# [PROBLEM DETAILS]
After reading the entries below, copy word for word the lines from the first through the line containing "2px #404040) drop-shadow(0", and stop there.
○ ○ ○ ○
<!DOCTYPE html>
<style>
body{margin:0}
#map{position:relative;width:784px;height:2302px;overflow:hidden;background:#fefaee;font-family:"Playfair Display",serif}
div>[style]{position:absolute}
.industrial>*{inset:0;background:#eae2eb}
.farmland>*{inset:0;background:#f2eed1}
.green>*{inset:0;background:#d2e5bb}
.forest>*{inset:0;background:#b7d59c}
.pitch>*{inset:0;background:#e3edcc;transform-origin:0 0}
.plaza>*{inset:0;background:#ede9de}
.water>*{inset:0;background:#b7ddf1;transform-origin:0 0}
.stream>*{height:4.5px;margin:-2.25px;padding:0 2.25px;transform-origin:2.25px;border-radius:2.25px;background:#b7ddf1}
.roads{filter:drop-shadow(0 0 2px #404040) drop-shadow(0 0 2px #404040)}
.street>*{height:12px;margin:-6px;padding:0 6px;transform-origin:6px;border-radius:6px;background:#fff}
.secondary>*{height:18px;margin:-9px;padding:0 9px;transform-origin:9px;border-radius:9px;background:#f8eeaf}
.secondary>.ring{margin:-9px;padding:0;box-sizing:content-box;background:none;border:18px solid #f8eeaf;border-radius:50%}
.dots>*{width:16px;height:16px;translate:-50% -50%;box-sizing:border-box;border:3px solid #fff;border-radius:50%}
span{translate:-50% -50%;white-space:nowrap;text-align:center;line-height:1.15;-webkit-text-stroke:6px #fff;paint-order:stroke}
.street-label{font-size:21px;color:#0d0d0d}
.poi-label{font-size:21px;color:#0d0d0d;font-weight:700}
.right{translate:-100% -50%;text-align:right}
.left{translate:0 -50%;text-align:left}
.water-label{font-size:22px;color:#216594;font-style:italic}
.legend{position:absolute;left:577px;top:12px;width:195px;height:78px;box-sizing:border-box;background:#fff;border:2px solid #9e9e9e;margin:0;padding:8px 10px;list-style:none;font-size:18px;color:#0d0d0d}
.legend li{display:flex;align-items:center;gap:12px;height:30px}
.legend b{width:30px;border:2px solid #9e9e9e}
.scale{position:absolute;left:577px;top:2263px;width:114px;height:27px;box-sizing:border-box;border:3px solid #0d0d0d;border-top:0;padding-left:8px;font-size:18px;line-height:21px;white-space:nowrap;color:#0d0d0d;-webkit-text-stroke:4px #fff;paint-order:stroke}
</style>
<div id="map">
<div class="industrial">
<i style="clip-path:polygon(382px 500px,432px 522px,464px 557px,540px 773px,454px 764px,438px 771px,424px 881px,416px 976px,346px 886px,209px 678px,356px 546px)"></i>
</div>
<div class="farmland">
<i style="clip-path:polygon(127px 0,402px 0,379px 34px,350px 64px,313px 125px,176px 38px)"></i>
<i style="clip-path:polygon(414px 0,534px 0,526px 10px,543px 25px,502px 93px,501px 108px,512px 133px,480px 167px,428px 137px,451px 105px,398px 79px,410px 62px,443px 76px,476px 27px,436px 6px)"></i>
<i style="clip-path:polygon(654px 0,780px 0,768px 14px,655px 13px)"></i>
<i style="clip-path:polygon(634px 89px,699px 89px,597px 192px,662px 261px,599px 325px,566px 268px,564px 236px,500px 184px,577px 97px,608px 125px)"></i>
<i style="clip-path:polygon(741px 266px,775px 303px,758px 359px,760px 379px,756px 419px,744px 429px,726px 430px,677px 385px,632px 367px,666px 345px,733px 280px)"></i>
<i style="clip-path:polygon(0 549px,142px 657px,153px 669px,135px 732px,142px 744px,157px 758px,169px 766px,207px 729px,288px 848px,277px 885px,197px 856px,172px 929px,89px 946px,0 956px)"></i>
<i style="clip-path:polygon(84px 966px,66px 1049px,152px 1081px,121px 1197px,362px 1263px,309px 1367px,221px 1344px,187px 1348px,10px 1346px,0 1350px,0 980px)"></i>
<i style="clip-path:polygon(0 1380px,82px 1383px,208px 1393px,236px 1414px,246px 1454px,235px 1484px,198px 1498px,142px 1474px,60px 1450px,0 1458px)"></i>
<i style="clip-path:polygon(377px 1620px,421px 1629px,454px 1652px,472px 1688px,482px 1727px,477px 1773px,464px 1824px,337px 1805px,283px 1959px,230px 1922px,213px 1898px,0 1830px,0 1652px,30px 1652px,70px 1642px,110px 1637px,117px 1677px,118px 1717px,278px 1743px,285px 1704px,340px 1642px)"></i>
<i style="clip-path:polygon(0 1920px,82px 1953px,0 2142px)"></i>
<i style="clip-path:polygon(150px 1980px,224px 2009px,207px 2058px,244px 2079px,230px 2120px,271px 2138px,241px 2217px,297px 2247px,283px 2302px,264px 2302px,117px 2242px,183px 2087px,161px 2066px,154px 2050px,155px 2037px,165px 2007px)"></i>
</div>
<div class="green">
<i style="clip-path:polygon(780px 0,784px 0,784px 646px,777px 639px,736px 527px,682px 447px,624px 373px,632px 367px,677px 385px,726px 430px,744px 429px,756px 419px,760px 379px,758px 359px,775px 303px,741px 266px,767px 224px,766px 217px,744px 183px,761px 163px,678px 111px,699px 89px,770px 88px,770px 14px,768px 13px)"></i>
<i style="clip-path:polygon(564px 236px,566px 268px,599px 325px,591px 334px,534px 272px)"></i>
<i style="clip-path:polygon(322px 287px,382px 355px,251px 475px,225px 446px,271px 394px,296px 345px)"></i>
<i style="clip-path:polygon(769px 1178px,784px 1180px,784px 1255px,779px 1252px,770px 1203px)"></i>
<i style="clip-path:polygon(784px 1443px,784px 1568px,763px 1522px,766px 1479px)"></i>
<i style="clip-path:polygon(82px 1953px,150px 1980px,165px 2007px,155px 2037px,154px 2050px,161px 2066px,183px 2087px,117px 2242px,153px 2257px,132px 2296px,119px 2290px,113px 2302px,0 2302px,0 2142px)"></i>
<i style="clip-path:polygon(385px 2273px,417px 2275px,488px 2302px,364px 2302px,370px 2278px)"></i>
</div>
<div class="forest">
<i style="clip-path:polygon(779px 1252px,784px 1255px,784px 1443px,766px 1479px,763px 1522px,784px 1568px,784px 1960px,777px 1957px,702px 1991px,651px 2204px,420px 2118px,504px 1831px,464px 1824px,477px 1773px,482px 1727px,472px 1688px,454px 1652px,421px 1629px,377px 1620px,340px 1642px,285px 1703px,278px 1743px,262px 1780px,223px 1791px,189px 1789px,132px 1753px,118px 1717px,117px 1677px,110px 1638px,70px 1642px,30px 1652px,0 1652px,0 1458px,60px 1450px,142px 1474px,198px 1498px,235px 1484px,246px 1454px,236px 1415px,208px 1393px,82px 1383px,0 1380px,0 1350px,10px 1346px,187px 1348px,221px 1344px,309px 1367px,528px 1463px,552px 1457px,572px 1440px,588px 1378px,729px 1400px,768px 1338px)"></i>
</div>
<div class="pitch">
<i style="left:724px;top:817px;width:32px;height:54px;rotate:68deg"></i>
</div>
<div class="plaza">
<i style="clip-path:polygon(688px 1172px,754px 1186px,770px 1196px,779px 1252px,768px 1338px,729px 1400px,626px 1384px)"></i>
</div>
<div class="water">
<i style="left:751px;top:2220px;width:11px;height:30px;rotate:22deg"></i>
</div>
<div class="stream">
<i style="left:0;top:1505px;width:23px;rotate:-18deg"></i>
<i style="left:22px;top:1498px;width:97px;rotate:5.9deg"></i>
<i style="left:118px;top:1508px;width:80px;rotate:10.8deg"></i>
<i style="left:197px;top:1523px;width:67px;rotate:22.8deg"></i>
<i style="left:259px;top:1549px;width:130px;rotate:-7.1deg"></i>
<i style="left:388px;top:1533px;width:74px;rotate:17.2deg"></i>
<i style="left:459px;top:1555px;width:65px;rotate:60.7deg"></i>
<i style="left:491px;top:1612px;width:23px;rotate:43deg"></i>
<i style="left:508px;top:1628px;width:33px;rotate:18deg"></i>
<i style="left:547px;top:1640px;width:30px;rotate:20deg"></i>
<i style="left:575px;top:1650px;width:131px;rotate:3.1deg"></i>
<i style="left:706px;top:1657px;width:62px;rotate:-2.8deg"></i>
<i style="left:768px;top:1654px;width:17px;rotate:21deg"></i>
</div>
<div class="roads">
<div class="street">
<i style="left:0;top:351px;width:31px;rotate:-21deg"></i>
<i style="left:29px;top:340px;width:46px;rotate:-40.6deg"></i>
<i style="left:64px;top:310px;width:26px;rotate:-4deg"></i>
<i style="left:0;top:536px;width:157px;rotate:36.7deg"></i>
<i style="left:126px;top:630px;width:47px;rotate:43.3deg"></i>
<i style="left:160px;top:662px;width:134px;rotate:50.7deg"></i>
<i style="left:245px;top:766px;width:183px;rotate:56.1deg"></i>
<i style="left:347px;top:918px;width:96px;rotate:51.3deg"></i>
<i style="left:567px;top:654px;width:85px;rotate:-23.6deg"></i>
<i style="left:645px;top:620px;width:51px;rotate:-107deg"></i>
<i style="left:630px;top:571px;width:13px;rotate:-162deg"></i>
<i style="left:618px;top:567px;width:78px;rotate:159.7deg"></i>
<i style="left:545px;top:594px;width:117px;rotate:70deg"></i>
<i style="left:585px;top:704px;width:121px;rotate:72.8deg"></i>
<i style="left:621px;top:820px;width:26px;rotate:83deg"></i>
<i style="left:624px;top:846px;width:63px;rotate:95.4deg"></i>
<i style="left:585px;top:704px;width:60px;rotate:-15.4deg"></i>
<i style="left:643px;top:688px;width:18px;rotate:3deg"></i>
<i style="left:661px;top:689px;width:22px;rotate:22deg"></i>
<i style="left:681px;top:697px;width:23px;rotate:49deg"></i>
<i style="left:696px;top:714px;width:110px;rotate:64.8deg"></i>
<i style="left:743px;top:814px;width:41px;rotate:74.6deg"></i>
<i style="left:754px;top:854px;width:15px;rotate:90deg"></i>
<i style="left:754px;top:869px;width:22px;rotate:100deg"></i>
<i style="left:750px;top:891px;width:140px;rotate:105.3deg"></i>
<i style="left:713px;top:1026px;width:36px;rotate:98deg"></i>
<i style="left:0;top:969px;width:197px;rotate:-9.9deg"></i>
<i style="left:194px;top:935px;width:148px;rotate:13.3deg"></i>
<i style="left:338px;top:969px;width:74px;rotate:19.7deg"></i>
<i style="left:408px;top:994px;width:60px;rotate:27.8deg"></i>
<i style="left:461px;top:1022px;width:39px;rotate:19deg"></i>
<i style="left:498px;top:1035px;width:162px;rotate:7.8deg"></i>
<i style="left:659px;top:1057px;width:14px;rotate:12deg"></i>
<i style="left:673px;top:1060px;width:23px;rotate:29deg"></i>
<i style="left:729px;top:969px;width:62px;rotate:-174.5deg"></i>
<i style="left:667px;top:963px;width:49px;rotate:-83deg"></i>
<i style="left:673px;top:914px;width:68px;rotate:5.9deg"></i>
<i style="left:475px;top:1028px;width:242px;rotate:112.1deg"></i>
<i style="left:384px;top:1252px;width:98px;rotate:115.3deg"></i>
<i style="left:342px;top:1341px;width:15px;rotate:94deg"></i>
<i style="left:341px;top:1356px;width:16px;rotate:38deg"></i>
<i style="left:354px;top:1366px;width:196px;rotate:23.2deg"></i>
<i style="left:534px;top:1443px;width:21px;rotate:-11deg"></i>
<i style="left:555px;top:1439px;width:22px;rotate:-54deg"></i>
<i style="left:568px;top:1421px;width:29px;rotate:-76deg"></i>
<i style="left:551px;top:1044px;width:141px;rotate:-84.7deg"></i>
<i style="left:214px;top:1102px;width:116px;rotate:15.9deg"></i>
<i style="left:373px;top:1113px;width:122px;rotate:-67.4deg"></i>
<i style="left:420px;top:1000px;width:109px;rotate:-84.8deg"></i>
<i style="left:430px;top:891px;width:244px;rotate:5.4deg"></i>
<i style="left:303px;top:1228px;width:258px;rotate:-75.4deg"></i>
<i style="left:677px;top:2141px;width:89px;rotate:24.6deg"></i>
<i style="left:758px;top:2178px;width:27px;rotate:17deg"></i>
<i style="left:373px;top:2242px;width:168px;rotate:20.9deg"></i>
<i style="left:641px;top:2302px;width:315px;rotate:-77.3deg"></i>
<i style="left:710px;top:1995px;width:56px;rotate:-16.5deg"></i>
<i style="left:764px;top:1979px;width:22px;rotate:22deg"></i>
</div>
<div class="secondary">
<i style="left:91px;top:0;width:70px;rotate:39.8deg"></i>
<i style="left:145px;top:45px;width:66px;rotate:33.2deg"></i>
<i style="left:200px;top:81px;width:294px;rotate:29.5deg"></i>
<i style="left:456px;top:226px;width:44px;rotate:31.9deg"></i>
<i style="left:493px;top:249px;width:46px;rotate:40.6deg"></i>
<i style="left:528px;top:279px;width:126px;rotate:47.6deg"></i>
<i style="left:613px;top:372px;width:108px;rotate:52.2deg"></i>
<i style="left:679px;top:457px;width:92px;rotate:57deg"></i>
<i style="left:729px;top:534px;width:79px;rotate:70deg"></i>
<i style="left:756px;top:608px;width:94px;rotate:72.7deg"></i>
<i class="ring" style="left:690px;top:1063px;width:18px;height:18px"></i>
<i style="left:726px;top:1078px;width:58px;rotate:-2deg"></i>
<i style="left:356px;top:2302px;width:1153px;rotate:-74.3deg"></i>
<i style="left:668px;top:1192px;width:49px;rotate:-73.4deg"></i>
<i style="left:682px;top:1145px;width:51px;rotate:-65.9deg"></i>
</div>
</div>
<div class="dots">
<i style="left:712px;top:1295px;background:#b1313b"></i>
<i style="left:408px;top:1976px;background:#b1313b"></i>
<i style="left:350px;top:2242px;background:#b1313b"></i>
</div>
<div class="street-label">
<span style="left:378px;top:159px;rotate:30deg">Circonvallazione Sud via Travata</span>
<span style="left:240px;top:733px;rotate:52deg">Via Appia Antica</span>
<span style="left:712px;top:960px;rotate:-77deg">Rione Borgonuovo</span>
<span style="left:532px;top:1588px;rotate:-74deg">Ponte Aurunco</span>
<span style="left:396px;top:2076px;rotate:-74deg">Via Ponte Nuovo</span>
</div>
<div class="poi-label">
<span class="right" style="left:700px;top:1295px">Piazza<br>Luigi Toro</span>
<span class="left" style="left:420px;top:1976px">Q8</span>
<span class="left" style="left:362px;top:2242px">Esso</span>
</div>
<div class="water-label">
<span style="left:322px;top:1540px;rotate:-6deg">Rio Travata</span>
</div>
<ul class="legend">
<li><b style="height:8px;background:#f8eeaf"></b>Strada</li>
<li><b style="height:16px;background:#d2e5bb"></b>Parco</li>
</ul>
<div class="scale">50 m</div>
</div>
○ ○ ○ ○
# [WRITTEN SOLUTION]
<!DOCTYPE html>
<style>
body{margin:0}
#map{position:relative;width:784px;height:2302px;overflow:hidden;background:#fefaee;font-family:"Playfair Display",serif}
div>[style]{position:absolute}
.industrial>*{inset:0;background:#eae2eb}
.farmland>*{inset:0;background:#f2eed1}
.green>*{inset:0;background:#d2e5bb}
.forest>*{inset:0;background:#b7d59c}
.pitch>*{inset:0;background:#e3edcc;transform-origin:0 0}
.plaza>*{inset:0;background:#ede9de}
.water>*{inset:0;background:#b7ddf1;transform-origin:0 0}
.stream>*{height:4.5px;margin:-2.25px;padding:0 2.25px;transform-origin:2.25px;border-radius:2.25px;background:#b7ddf1}
.roads{filter:drop-shadow(0 0 2px #404040) drop-shadow(0 0 2px #404040)}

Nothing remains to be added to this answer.